The usual treatment consists of three parts:
- Avoiding irritants to the skin and other causes (triggers) wherever possible.
- Moisturizers (emollients) - used every day to help prevent inflammation developing.
- Steroid creams and ointments (topical steroids) - mainly used when inflammation flares up.
People with atopic eczema have a tendency for their skin to become dry. Dry skin tends to flare up and become inflamed into patches of eczema. Emollients are lotions, creams, ointments and bath/shower additives which prevent the skin from becoming dry. They oil the skin, keep it supple and moist and help to protect the skin from irritants. This helps to prevent itch and helps to prevent or to reduce the number of eczema flare-ups.
The regular use of emollients is the most important part of the day-to-day treatment for atopic eczema. Your doctor, nurse or pharmacist can advise on the various types and brands available and the ones which may suit you best.

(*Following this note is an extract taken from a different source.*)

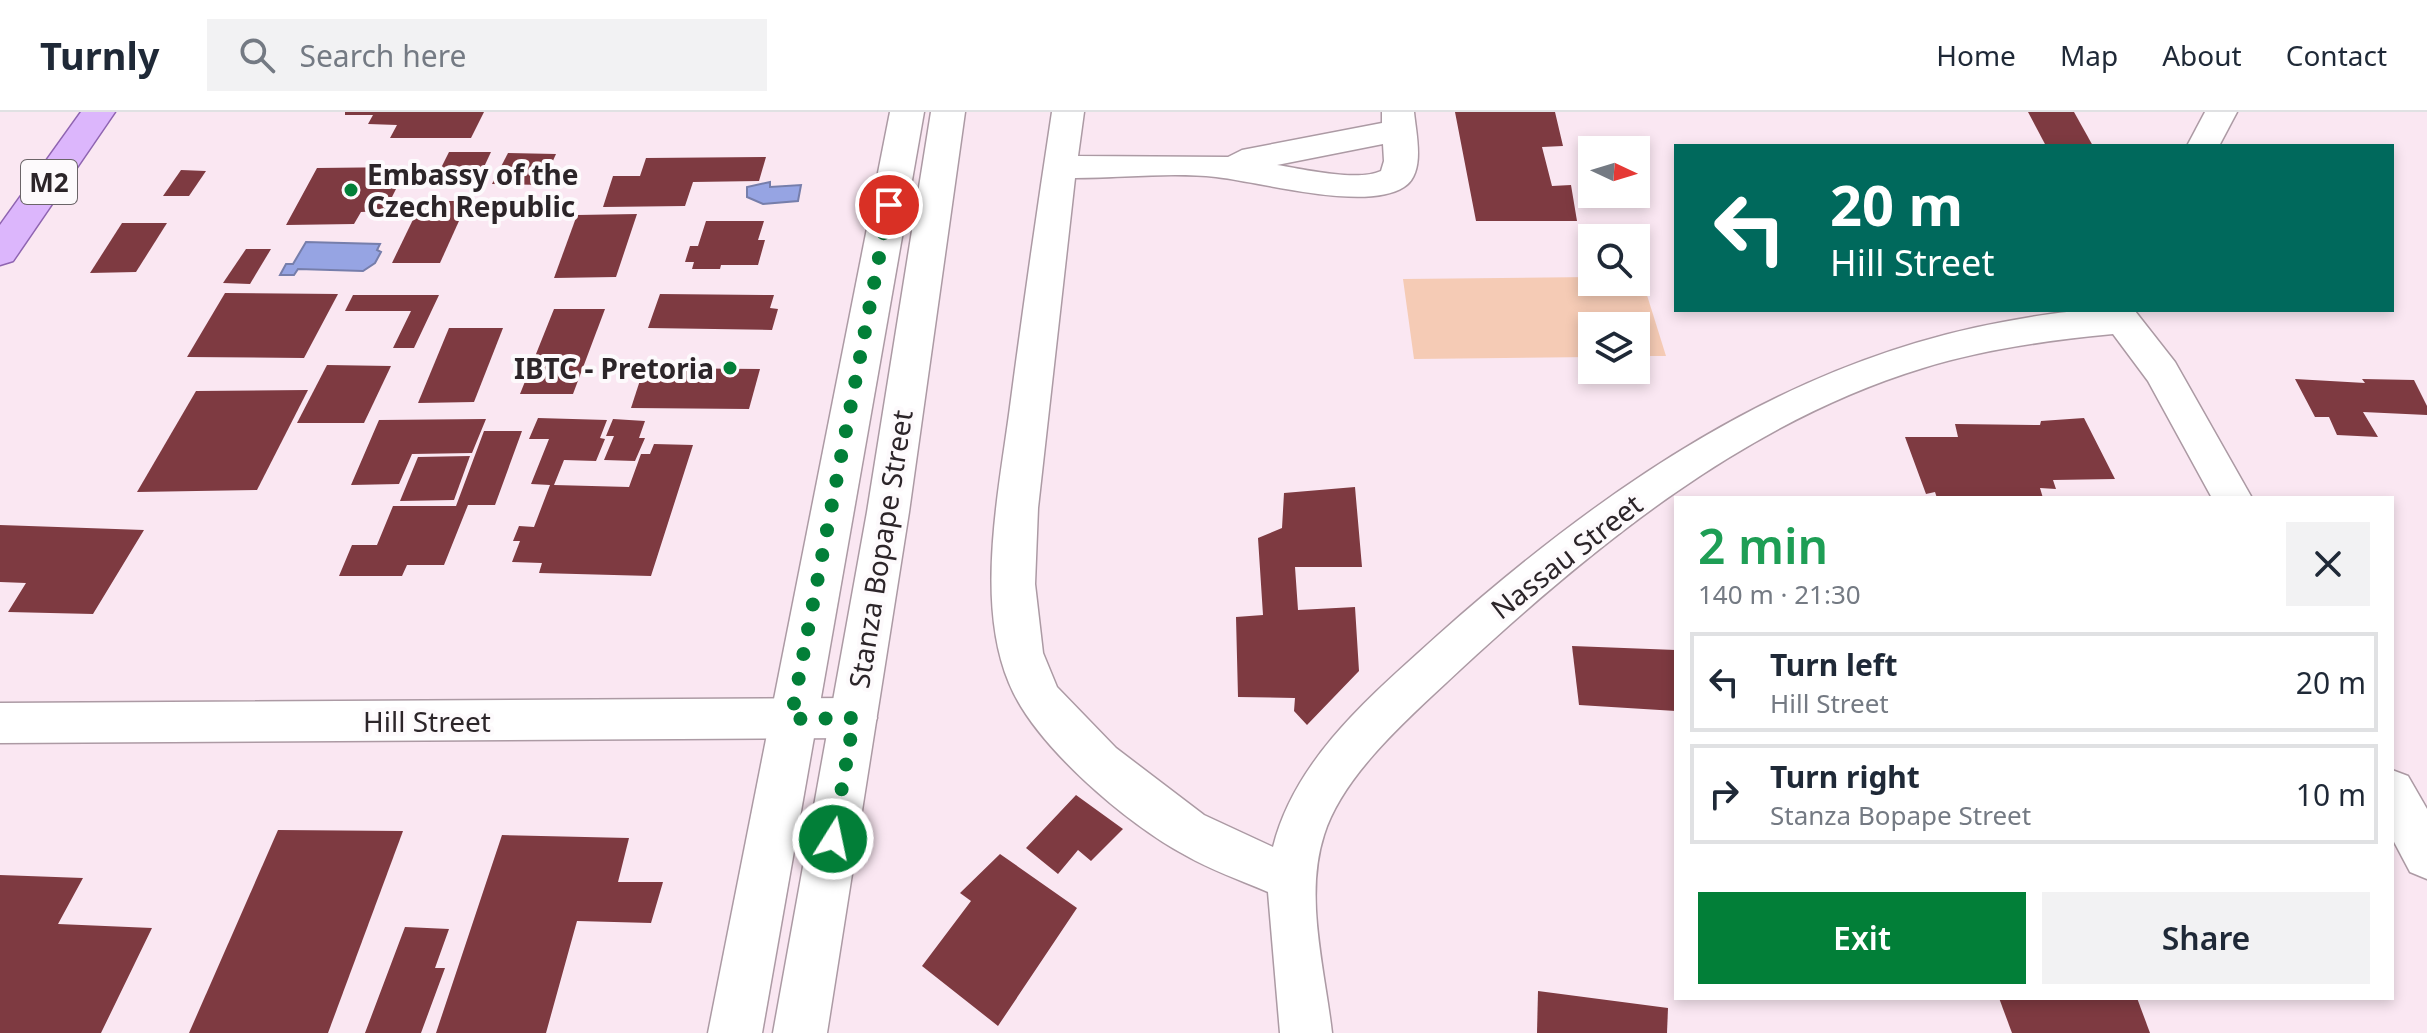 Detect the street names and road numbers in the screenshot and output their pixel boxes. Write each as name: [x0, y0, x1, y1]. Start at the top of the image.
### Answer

You should apply emollients as often as needed. This may be twice a day, or several times a day if your skin becomes very dry. Some points about emollients include:
- As a rule, thicker, greasy ointments work better and for longer than thinner creams but they are messier to use. Some people don't mind using thick ointments; however, some people prefer creams (but apply them more often).
- Apply liberally to all areas of skin. You cannot overdose or overuse emollients. They are not active medicines and do not get absorbed through the skin.
- Apply emollients in the general direction of hair growth. If applied in the opposite direction the base of the hair shafts can get blocked, leading to possible infection.
- Use emollients every day. A common mistake is to stop using emollients when the skin appears good. Patches of inflammation, which may have been prevented, may then quickly flare up again.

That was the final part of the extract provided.